=== Begin Enclosure ===
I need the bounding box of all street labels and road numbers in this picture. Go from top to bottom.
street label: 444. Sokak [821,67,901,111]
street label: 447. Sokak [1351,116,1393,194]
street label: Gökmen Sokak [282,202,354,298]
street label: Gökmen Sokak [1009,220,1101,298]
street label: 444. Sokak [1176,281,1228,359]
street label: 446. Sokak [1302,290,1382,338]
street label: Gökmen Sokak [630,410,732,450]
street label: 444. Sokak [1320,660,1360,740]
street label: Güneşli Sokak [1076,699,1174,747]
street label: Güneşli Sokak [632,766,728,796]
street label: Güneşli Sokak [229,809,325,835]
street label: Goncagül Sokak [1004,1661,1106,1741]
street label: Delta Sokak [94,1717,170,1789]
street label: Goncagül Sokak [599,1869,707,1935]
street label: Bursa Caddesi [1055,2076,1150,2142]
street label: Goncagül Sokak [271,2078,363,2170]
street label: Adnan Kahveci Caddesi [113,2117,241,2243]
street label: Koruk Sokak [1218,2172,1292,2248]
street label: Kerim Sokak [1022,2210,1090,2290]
=== End Enclosure ===
● **WHAT THIS TASK INVOLVES**:
When a line in the records above holds "Caddesi", that line is to be reported.

● **FINISHED TASK**:
street label: Bursa Caddesi [1055,2076,1150,2142]
street label: Adnan Kahveci Caddesi [113,2117,241,2243]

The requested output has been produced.